___ Available data ___

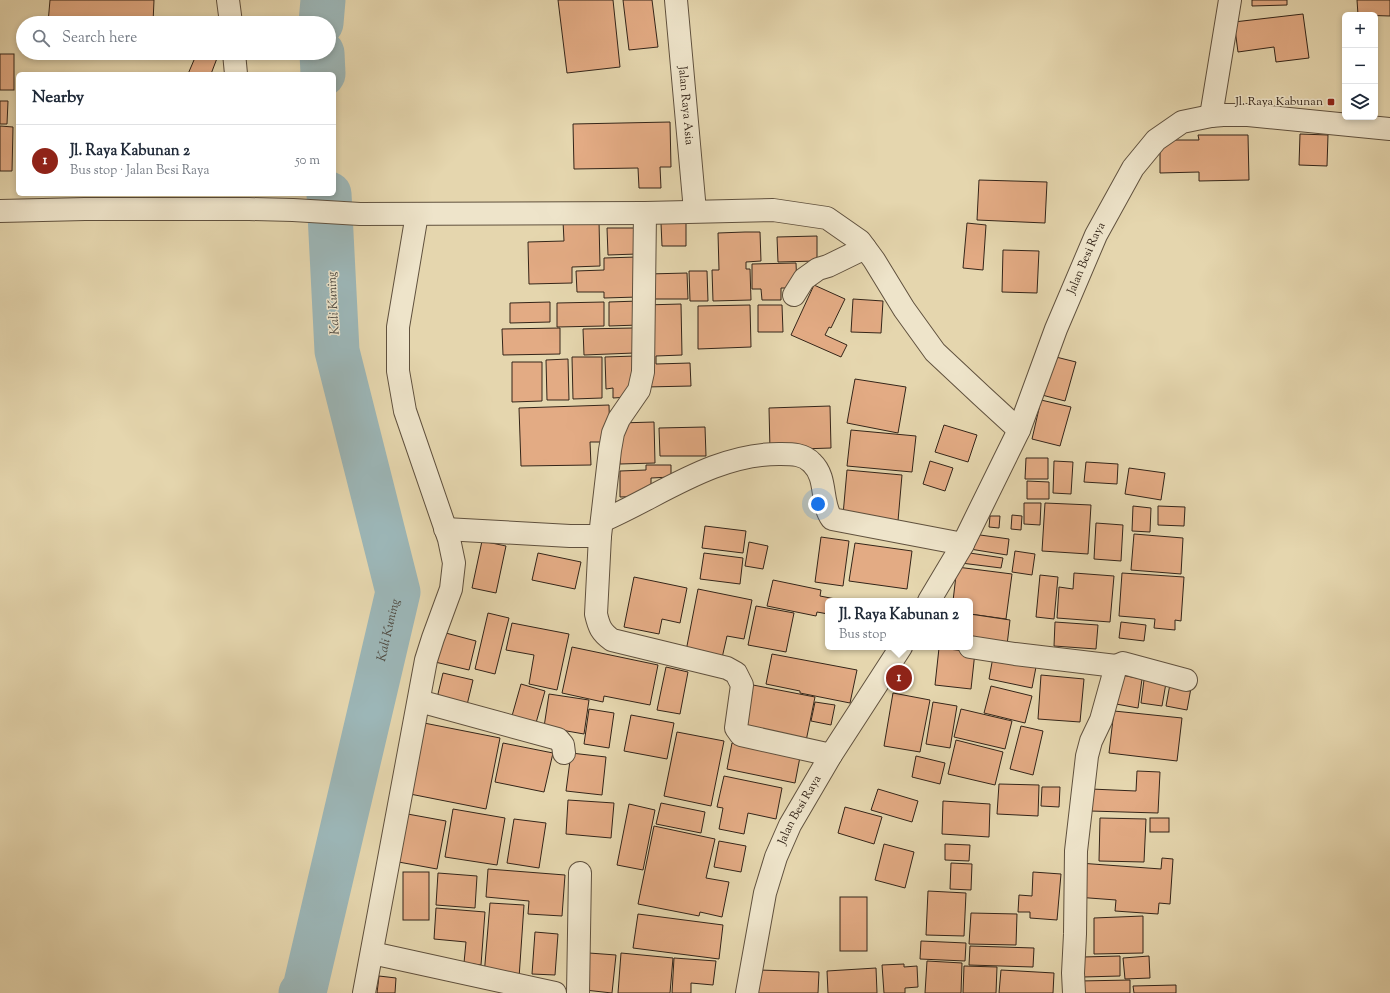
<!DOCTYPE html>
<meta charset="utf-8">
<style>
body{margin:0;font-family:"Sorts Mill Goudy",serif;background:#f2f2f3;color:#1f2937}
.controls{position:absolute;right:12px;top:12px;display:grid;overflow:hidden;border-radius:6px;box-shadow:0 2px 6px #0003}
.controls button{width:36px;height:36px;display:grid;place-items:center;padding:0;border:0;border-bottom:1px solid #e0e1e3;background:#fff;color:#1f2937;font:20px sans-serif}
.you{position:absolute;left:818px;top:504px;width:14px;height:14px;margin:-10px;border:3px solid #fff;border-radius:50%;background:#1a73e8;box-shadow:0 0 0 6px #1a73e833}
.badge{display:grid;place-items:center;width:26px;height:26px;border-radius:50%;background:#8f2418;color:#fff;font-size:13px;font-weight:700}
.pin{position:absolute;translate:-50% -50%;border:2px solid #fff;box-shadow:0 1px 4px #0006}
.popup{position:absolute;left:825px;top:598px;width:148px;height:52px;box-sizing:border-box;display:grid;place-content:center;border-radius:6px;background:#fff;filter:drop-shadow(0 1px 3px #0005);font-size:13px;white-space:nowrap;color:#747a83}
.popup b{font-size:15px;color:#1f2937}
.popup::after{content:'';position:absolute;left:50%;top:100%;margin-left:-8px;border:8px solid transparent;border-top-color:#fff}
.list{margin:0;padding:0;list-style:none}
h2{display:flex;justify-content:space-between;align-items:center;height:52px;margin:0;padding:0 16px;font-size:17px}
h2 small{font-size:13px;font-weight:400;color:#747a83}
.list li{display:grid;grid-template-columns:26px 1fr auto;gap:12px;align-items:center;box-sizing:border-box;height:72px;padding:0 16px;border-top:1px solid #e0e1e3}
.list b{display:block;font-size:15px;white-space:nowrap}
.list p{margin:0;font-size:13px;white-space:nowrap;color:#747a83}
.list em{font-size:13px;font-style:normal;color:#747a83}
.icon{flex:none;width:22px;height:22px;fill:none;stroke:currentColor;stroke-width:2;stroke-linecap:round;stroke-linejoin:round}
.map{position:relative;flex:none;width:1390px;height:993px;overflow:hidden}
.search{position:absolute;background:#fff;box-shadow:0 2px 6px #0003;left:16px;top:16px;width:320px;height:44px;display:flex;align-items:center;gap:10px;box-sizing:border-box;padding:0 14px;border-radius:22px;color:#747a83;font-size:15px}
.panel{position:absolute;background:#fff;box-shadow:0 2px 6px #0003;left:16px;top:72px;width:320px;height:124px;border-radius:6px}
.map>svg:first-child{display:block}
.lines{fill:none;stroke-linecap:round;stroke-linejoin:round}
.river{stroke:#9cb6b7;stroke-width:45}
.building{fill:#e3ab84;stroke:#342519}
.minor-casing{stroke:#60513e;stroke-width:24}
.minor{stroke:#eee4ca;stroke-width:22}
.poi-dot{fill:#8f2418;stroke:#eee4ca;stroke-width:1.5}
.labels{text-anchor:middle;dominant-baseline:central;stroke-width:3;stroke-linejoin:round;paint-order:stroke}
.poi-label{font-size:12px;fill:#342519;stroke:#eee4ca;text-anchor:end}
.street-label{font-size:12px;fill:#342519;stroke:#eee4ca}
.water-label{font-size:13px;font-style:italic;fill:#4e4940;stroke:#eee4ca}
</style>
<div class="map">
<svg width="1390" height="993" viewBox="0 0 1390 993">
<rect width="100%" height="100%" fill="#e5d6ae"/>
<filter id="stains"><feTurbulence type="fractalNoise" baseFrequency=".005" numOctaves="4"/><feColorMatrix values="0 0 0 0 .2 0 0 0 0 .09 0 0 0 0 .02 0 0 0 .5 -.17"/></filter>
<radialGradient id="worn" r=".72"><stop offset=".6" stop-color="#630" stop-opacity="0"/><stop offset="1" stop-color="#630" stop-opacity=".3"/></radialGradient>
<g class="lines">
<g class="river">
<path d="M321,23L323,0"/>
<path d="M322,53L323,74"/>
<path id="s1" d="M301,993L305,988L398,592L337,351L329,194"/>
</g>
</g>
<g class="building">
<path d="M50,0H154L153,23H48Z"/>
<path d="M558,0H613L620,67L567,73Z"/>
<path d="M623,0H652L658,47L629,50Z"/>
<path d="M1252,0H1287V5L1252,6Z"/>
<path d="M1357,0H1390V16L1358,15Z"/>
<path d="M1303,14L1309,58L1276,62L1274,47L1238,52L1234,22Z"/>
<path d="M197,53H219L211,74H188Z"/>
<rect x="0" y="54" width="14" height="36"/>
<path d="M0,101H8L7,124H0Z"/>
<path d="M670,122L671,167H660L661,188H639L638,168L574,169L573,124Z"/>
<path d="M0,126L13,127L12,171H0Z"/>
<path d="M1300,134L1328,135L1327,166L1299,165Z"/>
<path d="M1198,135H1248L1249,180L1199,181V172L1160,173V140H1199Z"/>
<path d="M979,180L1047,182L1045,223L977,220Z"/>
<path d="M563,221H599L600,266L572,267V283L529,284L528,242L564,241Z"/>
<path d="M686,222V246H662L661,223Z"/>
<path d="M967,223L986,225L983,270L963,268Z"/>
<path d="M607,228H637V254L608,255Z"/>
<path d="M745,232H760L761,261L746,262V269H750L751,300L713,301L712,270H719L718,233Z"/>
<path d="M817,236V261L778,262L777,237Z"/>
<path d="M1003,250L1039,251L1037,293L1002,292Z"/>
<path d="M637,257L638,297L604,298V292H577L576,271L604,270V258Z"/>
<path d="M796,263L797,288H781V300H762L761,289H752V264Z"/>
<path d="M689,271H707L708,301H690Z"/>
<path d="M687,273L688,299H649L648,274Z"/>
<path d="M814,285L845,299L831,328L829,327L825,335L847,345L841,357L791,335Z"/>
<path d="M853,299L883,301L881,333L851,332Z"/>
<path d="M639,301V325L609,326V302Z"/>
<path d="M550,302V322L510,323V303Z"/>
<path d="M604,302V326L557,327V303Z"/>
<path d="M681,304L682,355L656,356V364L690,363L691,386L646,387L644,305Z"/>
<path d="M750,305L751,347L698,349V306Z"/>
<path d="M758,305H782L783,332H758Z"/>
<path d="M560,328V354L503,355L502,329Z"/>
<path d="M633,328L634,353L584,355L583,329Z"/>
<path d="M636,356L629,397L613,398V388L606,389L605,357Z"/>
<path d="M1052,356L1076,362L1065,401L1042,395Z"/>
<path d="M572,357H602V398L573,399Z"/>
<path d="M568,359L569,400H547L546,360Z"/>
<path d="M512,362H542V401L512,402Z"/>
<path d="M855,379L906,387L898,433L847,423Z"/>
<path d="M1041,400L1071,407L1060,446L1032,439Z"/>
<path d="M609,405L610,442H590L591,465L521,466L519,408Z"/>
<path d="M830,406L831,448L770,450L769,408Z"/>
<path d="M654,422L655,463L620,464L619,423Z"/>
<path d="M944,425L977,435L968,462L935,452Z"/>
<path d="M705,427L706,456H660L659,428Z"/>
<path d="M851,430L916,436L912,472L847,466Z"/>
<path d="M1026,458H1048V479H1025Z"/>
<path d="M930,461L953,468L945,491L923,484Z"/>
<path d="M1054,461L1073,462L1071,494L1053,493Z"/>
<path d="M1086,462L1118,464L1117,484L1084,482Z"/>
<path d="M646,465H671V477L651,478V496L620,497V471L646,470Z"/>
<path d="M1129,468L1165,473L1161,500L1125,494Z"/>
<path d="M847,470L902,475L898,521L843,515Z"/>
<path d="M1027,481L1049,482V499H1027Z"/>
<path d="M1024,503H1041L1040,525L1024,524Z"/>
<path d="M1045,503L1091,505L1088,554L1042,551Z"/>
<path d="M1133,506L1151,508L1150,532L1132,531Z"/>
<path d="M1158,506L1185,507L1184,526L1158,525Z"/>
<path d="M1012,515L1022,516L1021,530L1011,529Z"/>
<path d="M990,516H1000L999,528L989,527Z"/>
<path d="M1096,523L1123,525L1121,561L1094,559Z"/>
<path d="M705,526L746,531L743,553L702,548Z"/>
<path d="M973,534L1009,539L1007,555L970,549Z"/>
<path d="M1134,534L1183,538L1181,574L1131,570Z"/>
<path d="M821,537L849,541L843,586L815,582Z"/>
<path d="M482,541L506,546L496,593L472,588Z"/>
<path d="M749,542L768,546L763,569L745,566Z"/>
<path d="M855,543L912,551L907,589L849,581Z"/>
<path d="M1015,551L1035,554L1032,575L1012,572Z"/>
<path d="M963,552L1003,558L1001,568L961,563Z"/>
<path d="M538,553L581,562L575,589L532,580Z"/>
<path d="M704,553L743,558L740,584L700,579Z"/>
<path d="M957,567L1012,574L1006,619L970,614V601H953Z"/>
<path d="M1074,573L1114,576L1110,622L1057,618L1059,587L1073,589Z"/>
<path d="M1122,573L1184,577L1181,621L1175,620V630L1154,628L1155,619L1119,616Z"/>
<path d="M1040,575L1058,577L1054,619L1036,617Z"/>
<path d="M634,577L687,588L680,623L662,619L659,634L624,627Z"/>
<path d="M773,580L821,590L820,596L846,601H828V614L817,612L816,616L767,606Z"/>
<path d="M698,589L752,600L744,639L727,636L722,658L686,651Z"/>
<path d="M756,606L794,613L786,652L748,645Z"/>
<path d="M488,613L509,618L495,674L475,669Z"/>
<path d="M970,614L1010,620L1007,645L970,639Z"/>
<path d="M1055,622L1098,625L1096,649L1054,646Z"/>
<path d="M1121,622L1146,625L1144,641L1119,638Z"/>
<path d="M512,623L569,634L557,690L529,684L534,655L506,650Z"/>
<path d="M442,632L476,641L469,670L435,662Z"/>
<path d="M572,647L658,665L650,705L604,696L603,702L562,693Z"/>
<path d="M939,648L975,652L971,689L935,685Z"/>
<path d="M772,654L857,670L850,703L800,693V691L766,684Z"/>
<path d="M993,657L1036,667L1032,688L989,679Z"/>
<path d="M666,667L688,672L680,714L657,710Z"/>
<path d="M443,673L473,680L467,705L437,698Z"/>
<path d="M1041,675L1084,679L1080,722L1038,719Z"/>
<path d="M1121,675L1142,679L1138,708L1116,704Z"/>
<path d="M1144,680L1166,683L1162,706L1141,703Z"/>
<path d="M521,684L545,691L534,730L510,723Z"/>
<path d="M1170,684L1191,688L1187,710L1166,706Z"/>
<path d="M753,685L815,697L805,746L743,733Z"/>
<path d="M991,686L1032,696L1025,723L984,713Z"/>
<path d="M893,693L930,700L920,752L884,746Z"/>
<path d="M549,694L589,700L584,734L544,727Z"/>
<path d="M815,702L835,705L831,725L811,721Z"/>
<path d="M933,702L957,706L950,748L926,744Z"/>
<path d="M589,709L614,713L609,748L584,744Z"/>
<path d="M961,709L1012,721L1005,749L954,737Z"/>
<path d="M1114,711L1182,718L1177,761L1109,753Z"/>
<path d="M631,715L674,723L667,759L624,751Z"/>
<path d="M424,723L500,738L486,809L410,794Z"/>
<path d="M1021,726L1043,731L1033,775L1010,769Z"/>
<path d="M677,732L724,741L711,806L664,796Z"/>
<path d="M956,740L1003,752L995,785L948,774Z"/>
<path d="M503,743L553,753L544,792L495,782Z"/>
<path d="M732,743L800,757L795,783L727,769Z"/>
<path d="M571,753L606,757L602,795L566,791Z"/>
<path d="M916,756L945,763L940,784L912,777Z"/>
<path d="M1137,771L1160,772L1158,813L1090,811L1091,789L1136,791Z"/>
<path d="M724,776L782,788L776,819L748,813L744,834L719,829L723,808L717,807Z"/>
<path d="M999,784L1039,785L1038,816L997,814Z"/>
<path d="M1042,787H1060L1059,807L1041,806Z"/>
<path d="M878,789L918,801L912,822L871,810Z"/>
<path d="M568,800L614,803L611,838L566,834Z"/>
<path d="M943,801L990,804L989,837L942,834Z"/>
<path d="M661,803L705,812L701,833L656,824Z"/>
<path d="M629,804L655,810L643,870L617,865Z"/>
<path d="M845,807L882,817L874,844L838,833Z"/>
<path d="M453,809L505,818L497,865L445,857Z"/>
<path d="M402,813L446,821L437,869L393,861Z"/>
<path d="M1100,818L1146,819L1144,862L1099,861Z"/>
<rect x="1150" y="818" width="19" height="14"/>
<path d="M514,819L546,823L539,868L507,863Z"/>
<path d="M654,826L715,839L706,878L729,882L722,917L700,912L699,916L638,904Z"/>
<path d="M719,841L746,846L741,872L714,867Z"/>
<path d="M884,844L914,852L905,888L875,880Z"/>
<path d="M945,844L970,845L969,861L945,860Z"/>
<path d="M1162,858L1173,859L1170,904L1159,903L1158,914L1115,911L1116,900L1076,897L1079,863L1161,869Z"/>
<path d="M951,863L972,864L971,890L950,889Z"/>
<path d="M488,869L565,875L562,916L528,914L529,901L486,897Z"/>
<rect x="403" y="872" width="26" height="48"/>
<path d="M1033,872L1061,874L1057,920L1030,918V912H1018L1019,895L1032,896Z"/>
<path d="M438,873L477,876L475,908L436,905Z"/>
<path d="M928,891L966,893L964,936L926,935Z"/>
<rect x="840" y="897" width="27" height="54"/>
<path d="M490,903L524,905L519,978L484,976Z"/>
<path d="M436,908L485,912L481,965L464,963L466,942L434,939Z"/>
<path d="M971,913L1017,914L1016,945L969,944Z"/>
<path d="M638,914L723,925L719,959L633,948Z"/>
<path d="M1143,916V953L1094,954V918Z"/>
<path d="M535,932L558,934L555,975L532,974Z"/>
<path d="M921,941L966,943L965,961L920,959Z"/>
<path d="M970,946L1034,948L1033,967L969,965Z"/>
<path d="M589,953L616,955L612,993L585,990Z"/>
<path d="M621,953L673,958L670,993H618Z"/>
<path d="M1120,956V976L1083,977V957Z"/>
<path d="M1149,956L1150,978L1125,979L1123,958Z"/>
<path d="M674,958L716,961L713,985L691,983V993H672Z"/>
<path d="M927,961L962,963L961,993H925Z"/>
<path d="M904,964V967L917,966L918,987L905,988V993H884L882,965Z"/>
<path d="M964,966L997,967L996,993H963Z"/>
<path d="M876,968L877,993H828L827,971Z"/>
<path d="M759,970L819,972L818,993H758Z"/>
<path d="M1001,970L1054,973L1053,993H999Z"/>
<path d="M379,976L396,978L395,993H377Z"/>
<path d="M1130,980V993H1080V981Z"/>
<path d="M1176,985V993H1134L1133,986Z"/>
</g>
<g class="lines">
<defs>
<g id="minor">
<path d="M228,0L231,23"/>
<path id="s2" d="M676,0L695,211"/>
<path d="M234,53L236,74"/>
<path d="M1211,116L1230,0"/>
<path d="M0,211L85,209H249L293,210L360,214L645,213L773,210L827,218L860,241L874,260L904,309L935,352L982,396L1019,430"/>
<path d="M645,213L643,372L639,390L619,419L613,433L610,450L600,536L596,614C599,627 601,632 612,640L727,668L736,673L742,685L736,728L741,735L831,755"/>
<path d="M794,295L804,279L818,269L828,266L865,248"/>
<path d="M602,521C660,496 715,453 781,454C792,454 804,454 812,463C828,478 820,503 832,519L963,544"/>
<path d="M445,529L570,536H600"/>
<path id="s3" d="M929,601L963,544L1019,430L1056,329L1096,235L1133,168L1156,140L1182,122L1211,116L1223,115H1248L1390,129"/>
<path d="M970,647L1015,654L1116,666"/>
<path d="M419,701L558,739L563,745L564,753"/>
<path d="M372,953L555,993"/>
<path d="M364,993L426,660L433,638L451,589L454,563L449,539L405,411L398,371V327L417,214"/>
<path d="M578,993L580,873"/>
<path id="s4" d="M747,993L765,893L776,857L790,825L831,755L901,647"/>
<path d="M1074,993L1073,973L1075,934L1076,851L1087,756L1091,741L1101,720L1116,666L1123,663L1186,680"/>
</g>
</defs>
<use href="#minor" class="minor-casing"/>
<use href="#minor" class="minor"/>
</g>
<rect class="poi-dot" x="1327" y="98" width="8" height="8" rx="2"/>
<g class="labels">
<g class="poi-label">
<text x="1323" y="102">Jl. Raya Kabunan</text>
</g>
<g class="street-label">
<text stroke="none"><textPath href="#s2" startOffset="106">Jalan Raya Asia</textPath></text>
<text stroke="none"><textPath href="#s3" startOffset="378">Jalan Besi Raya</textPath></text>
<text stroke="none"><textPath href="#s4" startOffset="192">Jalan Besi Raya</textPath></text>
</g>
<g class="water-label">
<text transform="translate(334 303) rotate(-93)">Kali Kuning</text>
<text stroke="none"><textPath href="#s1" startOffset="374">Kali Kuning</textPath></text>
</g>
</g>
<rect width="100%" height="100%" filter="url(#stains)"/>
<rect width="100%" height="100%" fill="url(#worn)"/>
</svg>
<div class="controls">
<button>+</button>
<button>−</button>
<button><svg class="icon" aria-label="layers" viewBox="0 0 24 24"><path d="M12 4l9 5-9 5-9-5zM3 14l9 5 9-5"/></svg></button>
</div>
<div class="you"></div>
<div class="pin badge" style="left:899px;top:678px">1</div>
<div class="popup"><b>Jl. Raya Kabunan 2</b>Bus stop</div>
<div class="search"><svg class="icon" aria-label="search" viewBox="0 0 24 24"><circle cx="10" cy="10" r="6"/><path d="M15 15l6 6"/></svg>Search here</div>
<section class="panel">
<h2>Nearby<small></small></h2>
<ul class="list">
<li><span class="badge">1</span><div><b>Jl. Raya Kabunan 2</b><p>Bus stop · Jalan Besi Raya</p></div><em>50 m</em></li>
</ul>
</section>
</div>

___

_Your assignment_
Looking at the data above, how many lines hold the word "popup"? Respond with the number alone.

_Your solution_
4